Deployments
Treat deployment claims carefully
Deployment claims should be treated carefully. Many PET projects are pilots, proof-of-concepts, research prototypes, or vendor case studies rather than independently evaluated production systems.
This section tracks PET deployments as evidence, not as marketing proof. A useful entry should say who used what, how mature the deployment appears to be, how good the source is, what worked, what was hard, and what builders should learn.
Sort Deployments Before Reading Them
Do not flatten every example into "real-world use." The useful first question is what kind of evidence the entry provides.

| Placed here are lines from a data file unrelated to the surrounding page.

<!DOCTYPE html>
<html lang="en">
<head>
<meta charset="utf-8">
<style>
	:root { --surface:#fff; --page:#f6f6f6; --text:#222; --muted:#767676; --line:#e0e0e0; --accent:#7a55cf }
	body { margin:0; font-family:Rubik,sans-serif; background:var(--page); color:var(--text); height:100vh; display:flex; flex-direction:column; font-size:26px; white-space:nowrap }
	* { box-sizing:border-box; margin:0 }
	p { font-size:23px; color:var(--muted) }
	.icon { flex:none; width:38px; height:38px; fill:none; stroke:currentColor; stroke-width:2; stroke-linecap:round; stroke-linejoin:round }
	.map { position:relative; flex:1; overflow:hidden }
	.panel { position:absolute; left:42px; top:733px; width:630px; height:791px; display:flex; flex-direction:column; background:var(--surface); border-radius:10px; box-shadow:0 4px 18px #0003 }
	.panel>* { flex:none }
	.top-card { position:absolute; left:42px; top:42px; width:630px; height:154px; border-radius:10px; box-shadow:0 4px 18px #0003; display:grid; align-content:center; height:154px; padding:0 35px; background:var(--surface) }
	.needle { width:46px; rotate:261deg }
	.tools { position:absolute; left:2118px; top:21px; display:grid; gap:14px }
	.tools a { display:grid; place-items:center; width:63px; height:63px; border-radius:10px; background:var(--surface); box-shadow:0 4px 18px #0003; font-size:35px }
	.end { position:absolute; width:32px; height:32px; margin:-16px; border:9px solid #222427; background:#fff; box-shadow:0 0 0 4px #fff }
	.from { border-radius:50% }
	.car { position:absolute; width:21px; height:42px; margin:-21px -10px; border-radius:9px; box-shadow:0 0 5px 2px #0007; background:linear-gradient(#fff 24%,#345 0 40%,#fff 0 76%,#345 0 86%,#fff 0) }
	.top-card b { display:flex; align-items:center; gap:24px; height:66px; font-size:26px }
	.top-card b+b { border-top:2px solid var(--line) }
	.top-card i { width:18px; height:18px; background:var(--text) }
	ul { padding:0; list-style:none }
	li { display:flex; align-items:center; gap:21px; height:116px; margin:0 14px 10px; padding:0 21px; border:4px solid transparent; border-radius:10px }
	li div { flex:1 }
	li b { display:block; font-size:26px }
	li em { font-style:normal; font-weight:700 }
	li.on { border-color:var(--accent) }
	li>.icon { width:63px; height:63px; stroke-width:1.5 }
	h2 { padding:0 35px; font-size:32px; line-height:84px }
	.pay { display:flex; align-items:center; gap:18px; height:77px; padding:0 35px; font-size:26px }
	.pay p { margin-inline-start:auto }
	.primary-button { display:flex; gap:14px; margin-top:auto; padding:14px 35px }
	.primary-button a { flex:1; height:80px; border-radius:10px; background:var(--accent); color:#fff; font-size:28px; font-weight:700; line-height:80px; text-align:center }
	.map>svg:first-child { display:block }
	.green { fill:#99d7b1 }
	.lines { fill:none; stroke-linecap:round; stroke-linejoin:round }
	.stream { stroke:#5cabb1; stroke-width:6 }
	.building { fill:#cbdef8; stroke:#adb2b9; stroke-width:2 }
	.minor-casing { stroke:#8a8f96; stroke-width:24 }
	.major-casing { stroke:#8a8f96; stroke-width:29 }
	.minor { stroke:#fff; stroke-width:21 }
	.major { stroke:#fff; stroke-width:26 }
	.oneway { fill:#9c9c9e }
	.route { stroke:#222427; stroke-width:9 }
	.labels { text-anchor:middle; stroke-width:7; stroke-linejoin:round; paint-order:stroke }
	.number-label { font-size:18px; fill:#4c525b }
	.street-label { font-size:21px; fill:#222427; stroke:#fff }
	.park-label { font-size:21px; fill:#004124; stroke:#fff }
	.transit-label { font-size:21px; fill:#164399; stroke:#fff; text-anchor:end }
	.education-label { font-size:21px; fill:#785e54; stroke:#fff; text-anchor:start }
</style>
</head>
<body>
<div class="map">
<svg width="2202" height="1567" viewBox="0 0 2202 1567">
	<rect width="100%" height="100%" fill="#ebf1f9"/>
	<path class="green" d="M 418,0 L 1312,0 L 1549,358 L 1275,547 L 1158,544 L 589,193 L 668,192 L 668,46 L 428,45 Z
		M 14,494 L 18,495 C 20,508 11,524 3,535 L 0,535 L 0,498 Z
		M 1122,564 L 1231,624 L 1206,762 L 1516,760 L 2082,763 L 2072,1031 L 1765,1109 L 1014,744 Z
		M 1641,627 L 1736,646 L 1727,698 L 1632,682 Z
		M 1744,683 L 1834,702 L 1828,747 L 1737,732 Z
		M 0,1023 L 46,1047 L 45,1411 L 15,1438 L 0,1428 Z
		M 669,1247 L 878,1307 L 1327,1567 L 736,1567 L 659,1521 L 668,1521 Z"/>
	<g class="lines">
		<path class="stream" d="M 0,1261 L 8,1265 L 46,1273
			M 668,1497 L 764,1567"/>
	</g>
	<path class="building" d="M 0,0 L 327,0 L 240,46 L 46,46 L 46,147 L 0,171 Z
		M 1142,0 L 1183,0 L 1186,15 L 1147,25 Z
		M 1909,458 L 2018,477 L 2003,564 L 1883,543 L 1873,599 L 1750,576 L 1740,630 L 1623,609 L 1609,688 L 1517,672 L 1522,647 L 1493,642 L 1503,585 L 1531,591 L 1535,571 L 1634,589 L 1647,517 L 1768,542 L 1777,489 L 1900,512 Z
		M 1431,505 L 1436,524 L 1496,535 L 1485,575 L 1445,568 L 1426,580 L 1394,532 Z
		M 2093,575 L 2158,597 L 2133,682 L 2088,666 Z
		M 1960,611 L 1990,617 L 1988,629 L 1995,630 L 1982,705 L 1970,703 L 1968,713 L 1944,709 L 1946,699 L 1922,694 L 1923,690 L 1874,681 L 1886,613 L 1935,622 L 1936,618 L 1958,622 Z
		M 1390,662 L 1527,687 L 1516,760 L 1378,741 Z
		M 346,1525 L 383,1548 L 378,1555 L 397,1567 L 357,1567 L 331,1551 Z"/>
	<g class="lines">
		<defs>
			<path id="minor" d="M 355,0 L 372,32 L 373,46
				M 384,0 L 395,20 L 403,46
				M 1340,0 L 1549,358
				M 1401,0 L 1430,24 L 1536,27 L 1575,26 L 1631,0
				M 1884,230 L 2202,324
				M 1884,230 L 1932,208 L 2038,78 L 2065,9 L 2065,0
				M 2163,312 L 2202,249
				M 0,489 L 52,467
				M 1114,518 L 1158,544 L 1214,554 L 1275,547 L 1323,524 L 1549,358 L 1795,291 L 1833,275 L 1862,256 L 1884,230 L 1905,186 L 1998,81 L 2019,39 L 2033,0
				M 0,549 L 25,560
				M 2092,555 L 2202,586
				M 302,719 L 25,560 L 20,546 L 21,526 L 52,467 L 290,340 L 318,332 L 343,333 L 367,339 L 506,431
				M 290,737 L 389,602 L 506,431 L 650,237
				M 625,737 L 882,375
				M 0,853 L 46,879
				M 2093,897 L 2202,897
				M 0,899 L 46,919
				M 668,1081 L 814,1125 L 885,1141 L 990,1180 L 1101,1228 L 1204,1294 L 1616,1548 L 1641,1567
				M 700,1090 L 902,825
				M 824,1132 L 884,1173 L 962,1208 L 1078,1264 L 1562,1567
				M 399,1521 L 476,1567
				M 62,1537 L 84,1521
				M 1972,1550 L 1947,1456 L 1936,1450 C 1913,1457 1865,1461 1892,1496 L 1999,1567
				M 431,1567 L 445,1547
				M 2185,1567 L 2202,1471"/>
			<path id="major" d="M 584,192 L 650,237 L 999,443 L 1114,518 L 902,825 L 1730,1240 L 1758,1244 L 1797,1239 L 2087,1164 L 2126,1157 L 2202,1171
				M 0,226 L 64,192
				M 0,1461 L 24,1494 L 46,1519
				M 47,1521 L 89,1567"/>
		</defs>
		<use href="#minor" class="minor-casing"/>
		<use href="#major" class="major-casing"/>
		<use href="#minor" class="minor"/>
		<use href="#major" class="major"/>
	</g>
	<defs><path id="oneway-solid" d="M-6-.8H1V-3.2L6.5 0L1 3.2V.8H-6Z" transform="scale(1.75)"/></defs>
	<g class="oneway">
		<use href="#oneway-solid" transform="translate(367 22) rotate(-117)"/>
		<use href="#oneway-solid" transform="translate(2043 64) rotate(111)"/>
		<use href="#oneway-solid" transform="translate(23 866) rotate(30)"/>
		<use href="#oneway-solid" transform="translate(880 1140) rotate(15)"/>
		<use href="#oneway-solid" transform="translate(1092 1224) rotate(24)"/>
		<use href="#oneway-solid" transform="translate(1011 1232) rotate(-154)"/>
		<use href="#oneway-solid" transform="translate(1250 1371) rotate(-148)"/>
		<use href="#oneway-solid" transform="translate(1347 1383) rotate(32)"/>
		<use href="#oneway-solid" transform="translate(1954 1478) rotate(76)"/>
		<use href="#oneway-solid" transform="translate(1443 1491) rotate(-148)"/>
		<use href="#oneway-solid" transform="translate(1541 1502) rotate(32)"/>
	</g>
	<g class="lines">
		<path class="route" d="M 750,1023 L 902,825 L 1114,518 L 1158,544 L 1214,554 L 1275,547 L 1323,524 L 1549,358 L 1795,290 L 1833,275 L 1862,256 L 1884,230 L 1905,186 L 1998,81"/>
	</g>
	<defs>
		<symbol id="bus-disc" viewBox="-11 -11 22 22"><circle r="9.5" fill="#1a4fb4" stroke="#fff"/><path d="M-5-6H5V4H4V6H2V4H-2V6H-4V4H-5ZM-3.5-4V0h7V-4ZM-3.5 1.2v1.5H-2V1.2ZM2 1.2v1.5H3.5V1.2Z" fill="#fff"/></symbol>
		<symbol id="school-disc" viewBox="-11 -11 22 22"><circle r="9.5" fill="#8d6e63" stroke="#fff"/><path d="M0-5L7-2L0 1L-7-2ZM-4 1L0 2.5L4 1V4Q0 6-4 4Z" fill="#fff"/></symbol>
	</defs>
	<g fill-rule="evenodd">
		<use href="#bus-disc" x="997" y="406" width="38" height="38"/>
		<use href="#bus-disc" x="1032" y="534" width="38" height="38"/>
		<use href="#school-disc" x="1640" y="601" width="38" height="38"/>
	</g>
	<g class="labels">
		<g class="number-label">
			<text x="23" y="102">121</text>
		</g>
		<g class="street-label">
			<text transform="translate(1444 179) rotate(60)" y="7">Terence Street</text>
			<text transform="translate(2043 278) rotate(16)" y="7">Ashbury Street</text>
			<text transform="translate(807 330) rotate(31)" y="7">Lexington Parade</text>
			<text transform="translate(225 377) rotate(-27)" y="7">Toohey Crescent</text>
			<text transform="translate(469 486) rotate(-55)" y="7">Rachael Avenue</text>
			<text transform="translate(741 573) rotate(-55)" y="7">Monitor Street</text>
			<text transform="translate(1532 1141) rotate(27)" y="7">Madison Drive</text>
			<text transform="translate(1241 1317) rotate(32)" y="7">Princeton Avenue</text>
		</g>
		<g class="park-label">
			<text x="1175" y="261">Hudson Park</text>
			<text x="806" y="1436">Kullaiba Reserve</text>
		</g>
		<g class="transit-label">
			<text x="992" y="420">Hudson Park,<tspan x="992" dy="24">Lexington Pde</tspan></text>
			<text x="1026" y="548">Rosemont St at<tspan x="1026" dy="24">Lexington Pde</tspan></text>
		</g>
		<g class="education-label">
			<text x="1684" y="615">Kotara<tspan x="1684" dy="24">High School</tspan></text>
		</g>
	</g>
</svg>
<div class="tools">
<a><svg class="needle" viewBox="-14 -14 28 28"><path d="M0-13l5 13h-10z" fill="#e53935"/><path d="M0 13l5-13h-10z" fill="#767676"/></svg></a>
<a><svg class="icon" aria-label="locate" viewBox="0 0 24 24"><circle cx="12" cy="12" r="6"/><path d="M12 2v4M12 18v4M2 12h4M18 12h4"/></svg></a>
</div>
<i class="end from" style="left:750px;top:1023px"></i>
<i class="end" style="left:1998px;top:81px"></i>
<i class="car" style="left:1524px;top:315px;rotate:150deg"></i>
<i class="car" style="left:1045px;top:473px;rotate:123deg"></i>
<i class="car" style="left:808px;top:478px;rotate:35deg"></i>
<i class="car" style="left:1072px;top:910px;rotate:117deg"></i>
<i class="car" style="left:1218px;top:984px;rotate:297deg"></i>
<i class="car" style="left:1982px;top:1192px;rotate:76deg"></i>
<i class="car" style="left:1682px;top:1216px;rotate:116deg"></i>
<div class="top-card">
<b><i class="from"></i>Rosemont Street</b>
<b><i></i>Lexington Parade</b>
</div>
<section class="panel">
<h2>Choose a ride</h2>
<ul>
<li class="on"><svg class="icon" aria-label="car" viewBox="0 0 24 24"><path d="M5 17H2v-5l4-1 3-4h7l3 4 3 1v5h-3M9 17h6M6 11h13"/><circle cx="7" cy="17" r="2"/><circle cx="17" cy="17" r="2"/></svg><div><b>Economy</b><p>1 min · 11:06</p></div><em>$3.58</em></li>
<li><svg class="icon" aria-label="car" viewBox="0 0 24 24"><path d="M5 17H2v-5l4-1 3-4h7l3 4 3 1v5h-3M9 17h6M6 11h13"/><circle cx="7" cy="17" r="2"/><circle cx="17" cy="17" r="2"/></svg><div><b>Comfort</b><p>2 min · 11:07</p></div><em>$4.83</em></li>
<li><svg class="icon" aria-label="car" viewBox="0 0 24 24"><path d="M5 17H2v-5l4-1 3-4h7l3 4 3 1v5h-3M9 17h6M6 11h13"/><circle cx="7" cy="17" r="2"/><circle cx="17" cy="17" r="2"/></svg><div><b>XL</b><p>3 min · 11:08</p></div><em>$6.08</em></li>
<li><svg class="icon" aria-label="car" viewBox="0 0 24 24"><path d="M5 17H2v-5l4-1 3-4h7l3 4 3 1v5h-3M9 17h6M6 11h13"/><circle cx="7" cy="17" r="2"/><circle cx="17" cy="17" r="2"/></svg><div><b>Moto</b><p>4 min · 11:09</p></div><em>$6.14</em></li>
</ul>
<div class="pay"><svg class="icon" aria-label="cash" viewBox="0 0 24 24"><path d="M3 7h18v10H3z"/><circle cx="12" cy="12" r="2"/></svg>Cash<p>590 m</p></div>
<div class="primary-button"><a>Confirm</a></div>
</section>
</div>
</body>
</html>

| Bucket | Meaning | How to use it |
|---|---|---|
| Measured deployment | A named production or recurring workflow with public parameters, outputs, or evaluation detail | Strongest source for operational lessons, still scoped to its domain |
| Pilot or demonstration | Real organizations or real data, but limited or time-boxed operation | Useful feasibility evidence; do not generalize production readiness |
| Vendor case study | A vendor or platform describes a customer/product deployment | Useful lead; require independent validation before procurement-grade conclusions |
| Proposed use case | Plausible use with no named deployment evidence on the page | Treat as design space, not evidence |
Deployment Entry Format
| Field | What to record |
|---|---|
| Organization / project | The named organization, consortium, product, or public project |
| Domain | Healthcare, finance, advertising, public sector, or another domain |
| Problem | The concrete collaboration, release, measurement, or inference problem |
| PETs used | PET families and supporting controls |
| Deployment maturity | Production, production batch/periodic, pilot, demonstration experiment, research prototype, vendor case study, proposed use case, or unclear |
| Source quality | Primary/official, peer-reviewed/academic, independent analysis, vendor case study, press/secondary, or illustrative/unsourced |
| What worked | Evidence-backed benefits or claimed benefits with source-quality caveats |
| Challenges | Utility, cost, governance, usability, trust, attacks, operations, or public criticism |
| Lessons for builders | Transferable design lessons |
| Source | Link to primary documentation, paper, regulator report, or credible case study |
Maturity Labels
| Label | Meaning |
|---|---|
| Production | Used in a live public, commercial, or institutional workflow |
| Production, batch / periodic | Used in a real workflow, but run as a periodic release or recurring study rather than an always-on service |
| Pilot | Tested with real organizations or real data but not clearly sustained as production |
| Demonstration experiment | Tested with real partners or realistic data to prove feasibility; operational adoption is not established |
| Research prototype | Published experiment, demo, or study, often with real partners or data |
| Vendor case study | Described mainly by a vendor, platform operator, or customer story |
| Proposed use case | Plausible application without named deployment evidence on the page |
| Unclear | The source does not provide enough information to classify maturity |
Source Quality Labels
| Label | Meaning |
|---|---|
| Primary / official | The deploying organization, regulator, standards body, or project team documents the system |
| Peer-reviewed / academic | A paper or technical report provides methods, results, and limitations |
| Independent analysis | A non-operator evaluates utility, privacy, or impact |
| Vendor case study | Product or marketing material from the vendor or platform operator |
| Press / secondary | News, blog, analyst, or conference coverage |
| Unsourced / illustrative | Maintainer-created example with no decision-grade source |
(Evidence: Expert judgment. Source quality: Project standard. Reviewed 2026-06-17 — the labels are an editorial calibration scheme; they do not by themselves prove a claim.)
How To Read These Pages
- Prefer primary sources, peer-reviewed papers, regulator documents, and official documentation.
- Treat vendor case studies as useful but incomplete evidence.
- Look for the output that was actually released or used.
- Ask whether the PET protected inputs, outputs, both, or neither.
- Check whether the deployment was independently evaluated.
- Keep proposed use cases separate from measured deployments when making a decision memo.